Он был в Рамсгете, знаменитом морском курорте лондонцев, когда я находился в Лондоне; там я и нашёл его в коттедже вместе с семьей из двух поколений. Изящная женщина с ликом святой, с мелодичным голосом, изысканно вежливая, встретившая меня у порога, очевидно, хозяйка дома и жена Карла Маркса. А этот шестидесятилетний любезный и добродушный человек с массивной головой, с благородными чертами и копной длинных густых непокорных седых волос, неужели Карл Маркс?
Его манера вести беседу напоминала сократовскую - такой она была свободной, широкой, такой творческой, острой и искренней, язвительно-насмешливой со вспышками юмора и задорного веселья. Он говорил о политических силах и народных движениях в различных странах Европы - о грандиозном духовном движении в России, об интеллектуальных сдвигах в Германии, о движении во Франции и застое в Англии. Он говорил с надеждой о России, философски о Германии, весело о Франции и хмуро об Англии, упоминая пренебрежительно об «атомистических реформах», на которые тратили своё время либералы в английском парламенте. Обозревая европейский мир страну за страной, обрисовывая характерные черты, события и личности - на поверхности и скрытые в глубине, - он показал, что ход вещей подводит к целям, которые, несомненно, будут осуществлены.
Мне часто приходилось удивляться, пока он говорил.
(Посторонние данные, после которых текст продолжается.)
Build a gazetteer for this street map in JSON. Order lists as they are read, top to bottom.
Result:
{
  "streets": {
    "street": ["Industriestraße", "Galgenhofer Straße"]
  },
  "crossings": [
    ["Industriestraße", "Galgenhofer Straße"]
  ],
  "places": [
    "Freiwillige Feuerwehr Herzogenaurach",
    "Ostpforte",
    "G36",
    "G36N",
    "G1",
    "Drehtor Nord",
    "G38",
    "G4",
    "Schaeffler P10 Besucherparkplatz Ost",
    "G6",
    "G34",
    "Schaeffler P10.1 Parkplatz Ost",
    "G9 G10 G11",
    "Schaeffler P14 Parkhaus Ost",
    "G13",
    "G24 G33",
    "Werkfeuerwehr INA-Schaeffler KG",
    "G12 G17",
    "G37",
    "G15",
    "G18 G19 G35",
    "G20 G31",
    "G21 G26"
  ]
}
Было очевидно, что этот человек, столь мало находящийся на виду, глубоко постиг современность и что от Невы и до Сены, от Урала и до Пиренеев он повсюду подготовляет почву для нового пришествия. Труд его и теперь не пропадает попусту, так же как и в прошлом, когда было вызвано так много желательных изменений, произошло столько героических сражений и здание Французской республики было воздвигнуто на завоеванных высотах.
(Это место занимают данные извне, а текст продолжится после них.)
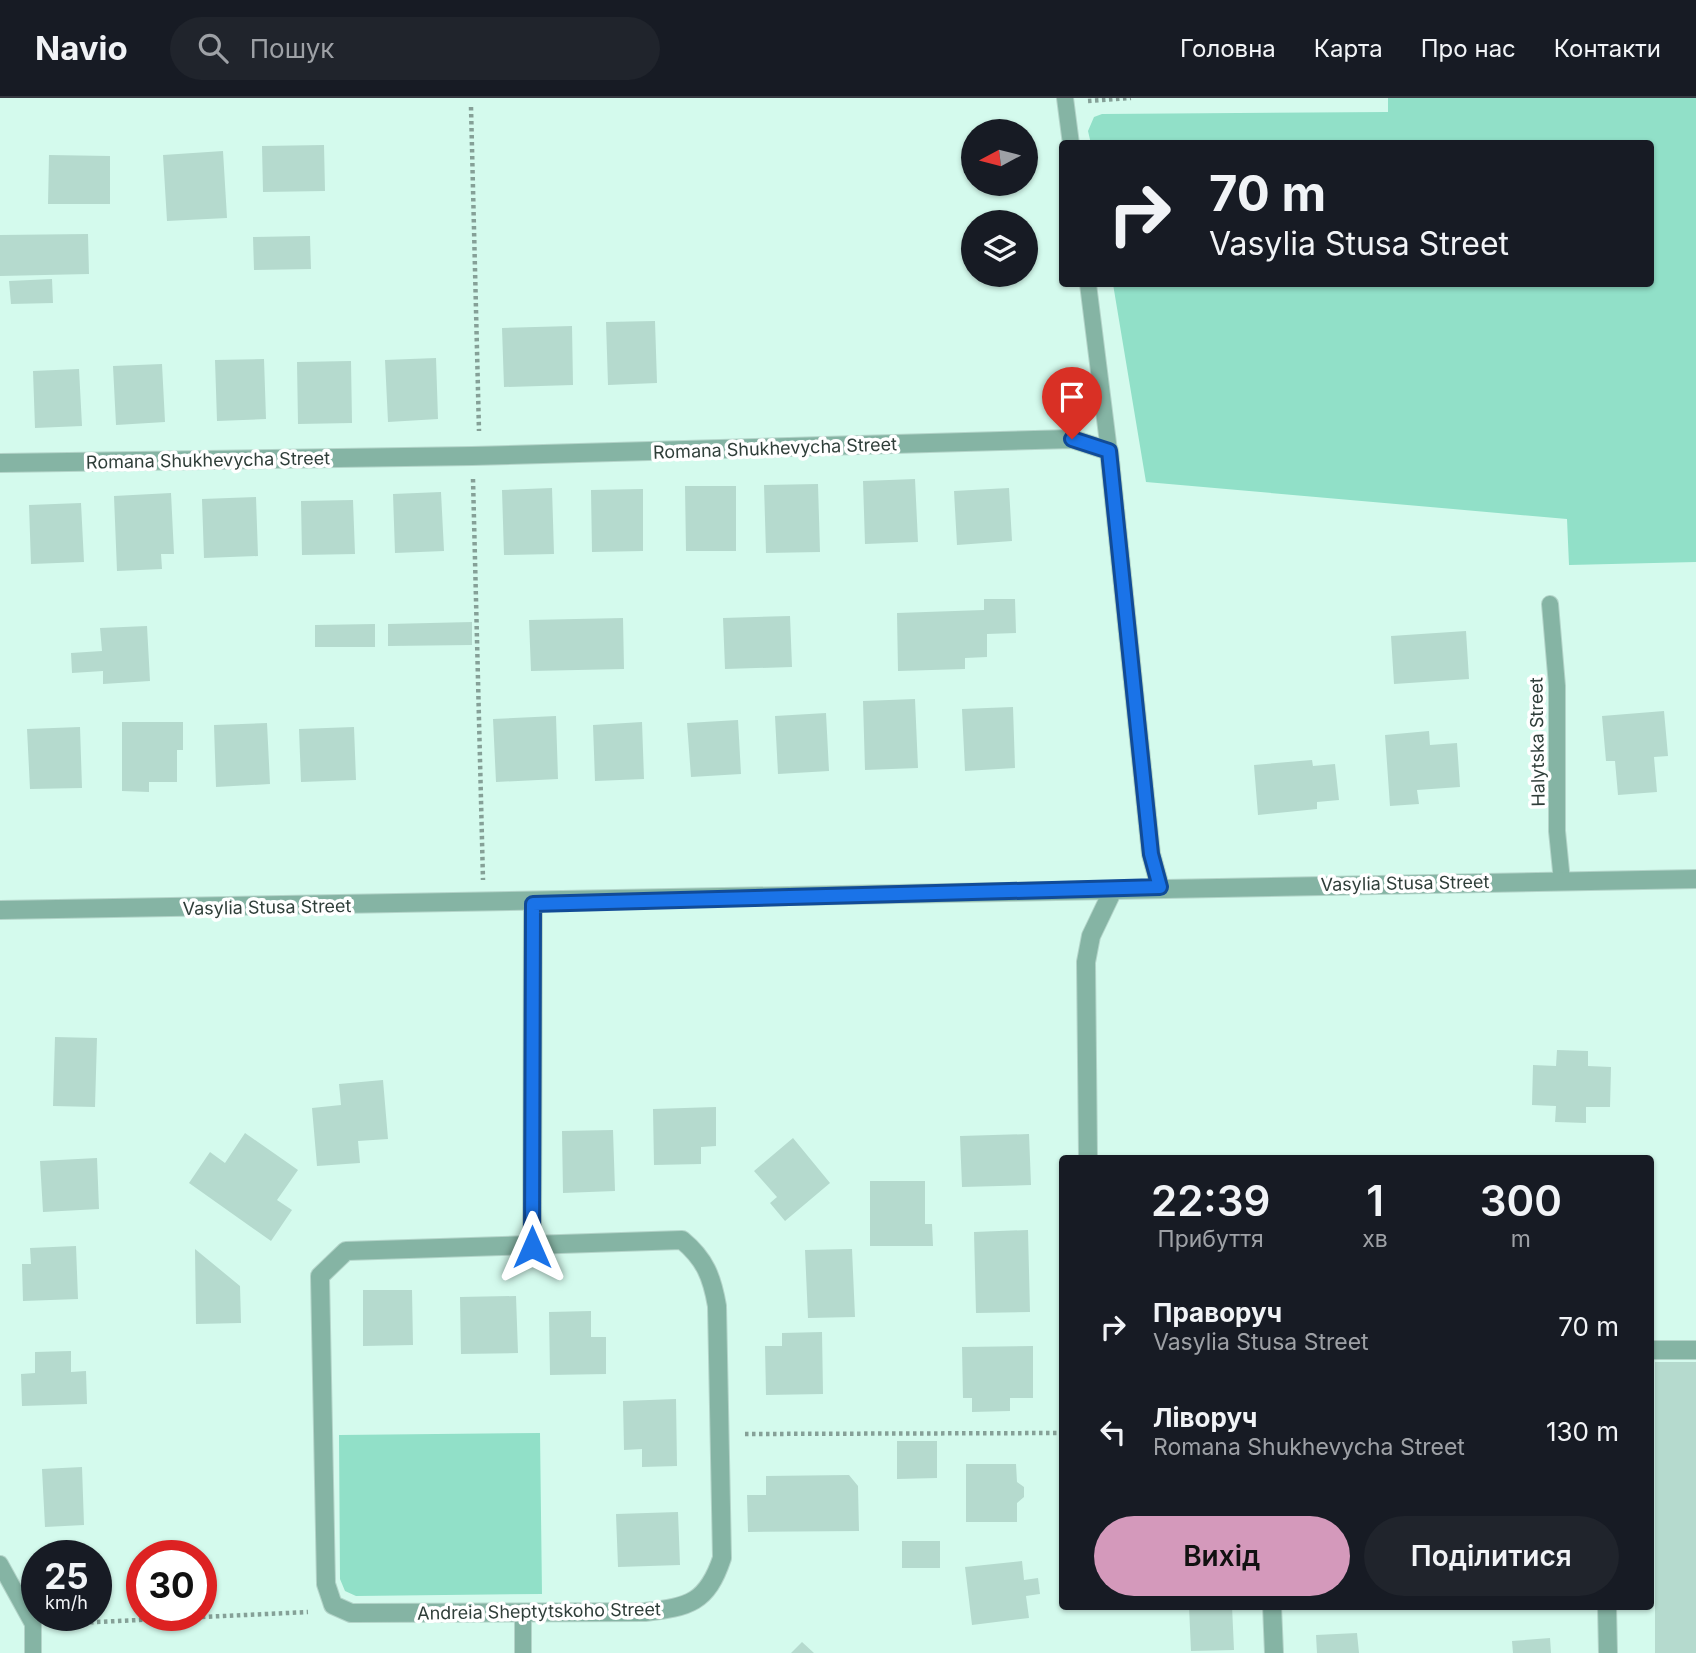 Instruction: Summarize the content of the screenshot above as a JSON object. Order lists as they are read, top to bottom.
{
  "streets": {
    "street": ["Romana Shukhevycha Street", "Vasylia Stusa Street", "Andreia Sheptytskoho Street"],
    "lane": ["Halytska Street"]
  },
  "crossings": [
    ["Halytska Street", "Vasylia Stusa Street"]
  ],
  "north": "left",
  "page": {
    "header": "Navio",
    "search": "Пошук",
    "nav": [
      "Головна",
      "Карта",
      "Про нас",
      "Контакти"
    ],
    "turn": ["70 m", "Vasylia Stusa Street"],
    "eta": [
      "22:39",
      "Прибуття",
      "1",
      "хв",
      "300",
      "m"
    ],
    "list": [
      {
        "name": "Праворуч",
        "note": "Vasylia Stusa Street",
        "value": "70 m"
      },
      {
        "name": "Ліворуч",
        "note": "Romana Shukhevycha Street",
        "value": "130 m"
      }
    ],
    "buttons": ["Вихід", "Поділитися"],
    "speed": "25 km/h",
    "limit": "30"
  }
}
По мере того как он говорил, становилось всё очевиднее, что заданный мной вопрос – «Почему вы теперь ничего не предпринимаете?» - был вопросом неосведомленного человека, причём таким, на который нельзя было дать прямого ответа. Когда я поинтересовался, почему его великий труд, «Капитал», из семян которого взошёл столь обильный урожай, не переведен на английский, как он уже переведен с немецкого оригинала на русский и французский, он, по-видимому, не мог ответить, но сказал, что получил предложение об английском переводе из Нью-Йорка. Он сказал, что эта книга всего лишь фрагмент, одна из частей работы в трёх частях, две из которых еще не опубликованы. Вся трилогия- «Земля», «Капитал», «Кредит»; последняя часть, сказал Маркс, широко иллюстрируется примером США, где кредит получил столь поразительное развитие.
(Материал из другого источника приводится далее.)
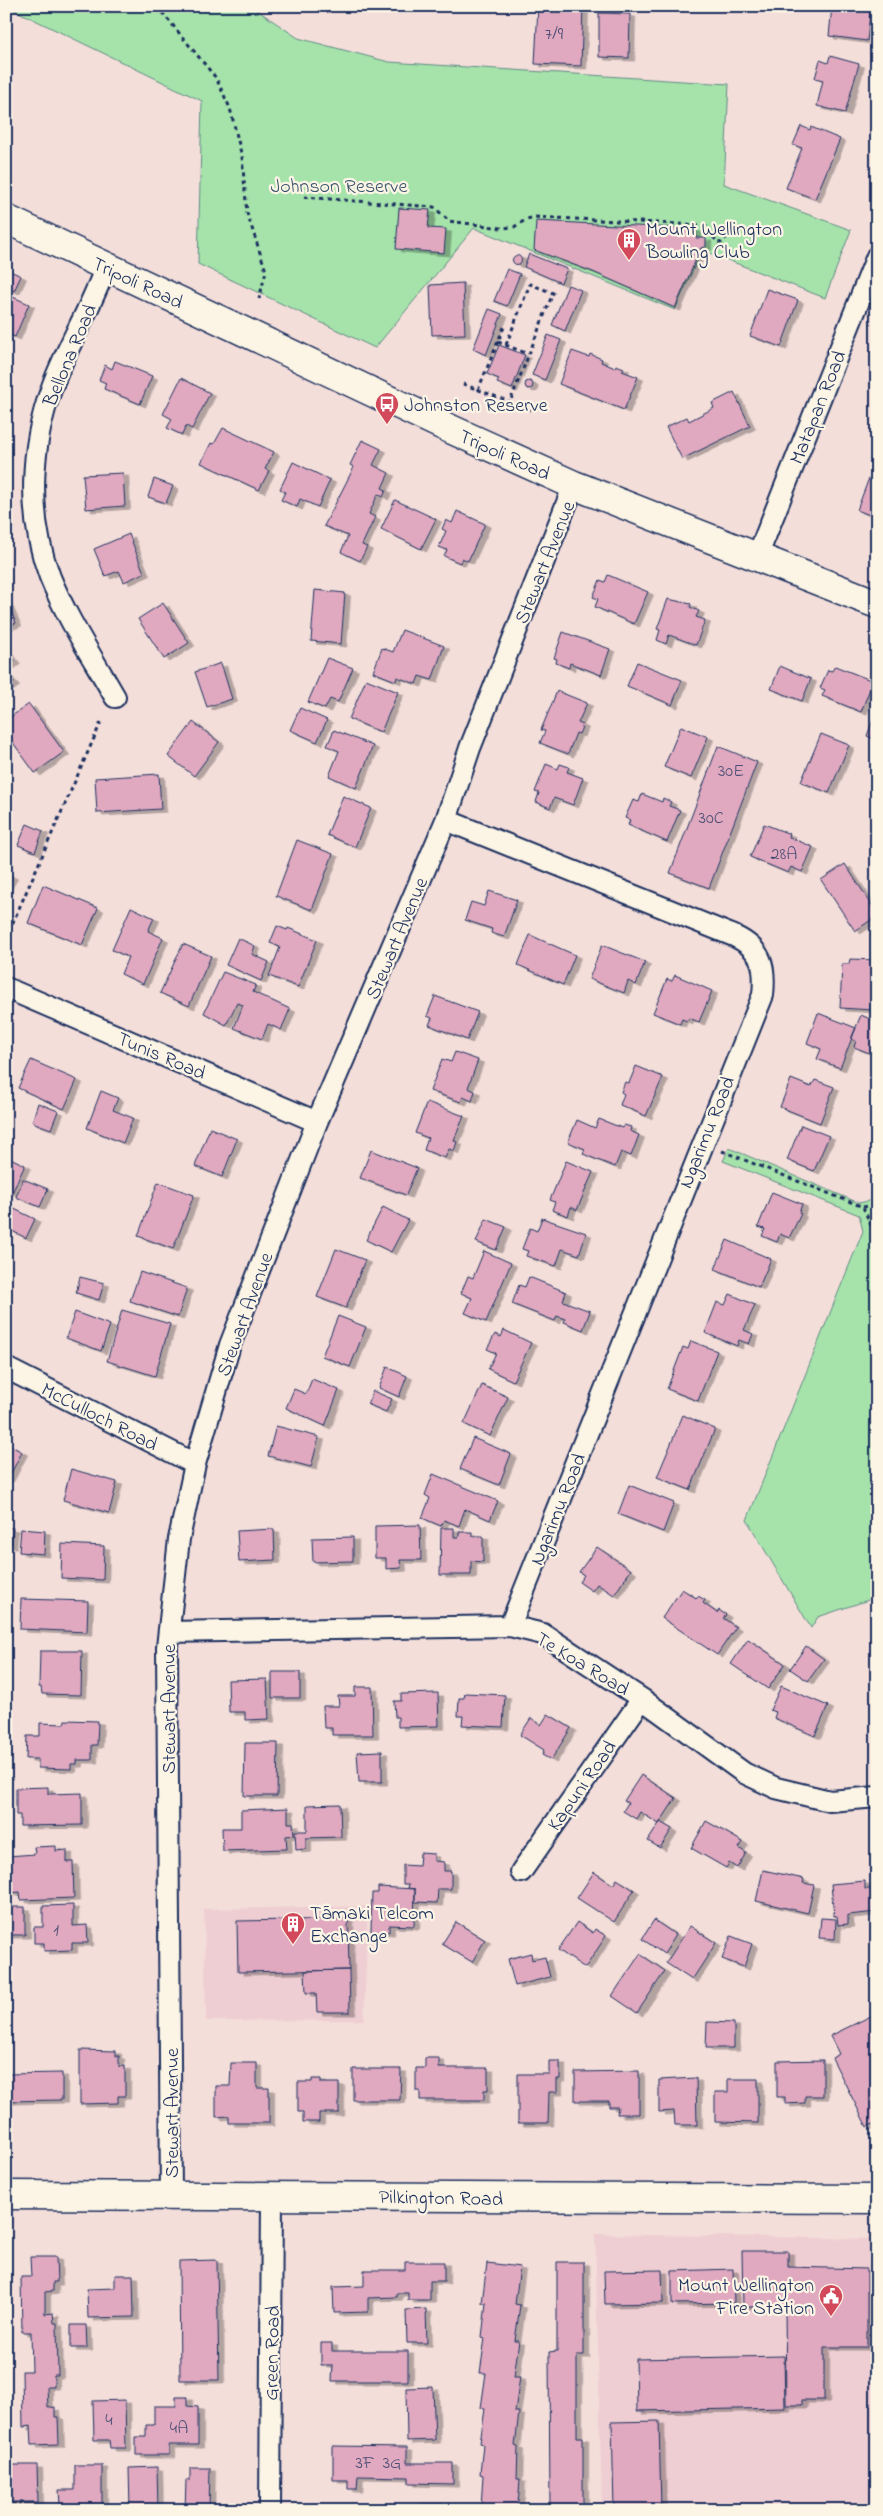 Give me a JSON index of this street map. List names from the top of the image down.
{
  "streets": {
    "street": [
      "Tripoli Road",
      "Bellona Road",
      "Matapan Road",
      "Stewart Avenue",
      "Tunis Road",
      "Ngarimu Road",
      "McCulloch Road",
      "Te Koa Road",
      "Kapuni Road",
      "Pilkington Road",
      "Green Road"
    ]
  },
  "crossings": [
    ["Tripoli Road", "Bellona Road"],
    ["Tripoli Road", "Matapan Road"],
    ["Tripoli Road", "Stewart Avenue"],
    ["Stewart Avenue", "Tunis Road"],
    ["Stewart Avenue", "Ngarimu Road"],
    ["Stewart Avenue", "McCulloch Road"],
    ["Stewart Avenue", "Te Koa Road"],
    ["Stewart Avenue", "Pilkington Road"],
    ["Ngarimu Road", "Te Koa Road"],
    ["Te Koa Road", "Kapuni Road"],
    ["Pilkington Road", "Green Road"]
  ],
  "parks": ["Johnson Reserve"],
  "places": {
    "building": ["Mount Wellington Bowling Club", "Tāmaki Telcom Exchange"],
    "bus stop": ["Johnston Reserve"],
    "public building": ["Mount Wellington Fire Station"]
  },
  "house_numbers": [
    "7/9",
    "30E",
    "30C",
    "28A",
    "1",
    "4",
    "4A",
    "3F",
    "3G"
  ]
}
Г-н Маркс наблюдает за развертыванием событий в Америке, некоторые его замечания о силах, играющих существенную роль в складывании американской жизни, вызывают размышления. Между прочим, упоминая о своём «Капитале», он говорил, что каждый, кто захочет читать его, найдёт французский перевод во многих отношениях выше немецкого оригинала. Г-н Маркс упоминал о французе Анри Рошфоре, а когда он говорил о некоторых своих уже умерших учениках, о бурном Бакунине, блестящем Лассале и других, я мог видеть, как глубоко размышлял он о людях, которые при данных обстоятельствах могли бы направлять ход истории.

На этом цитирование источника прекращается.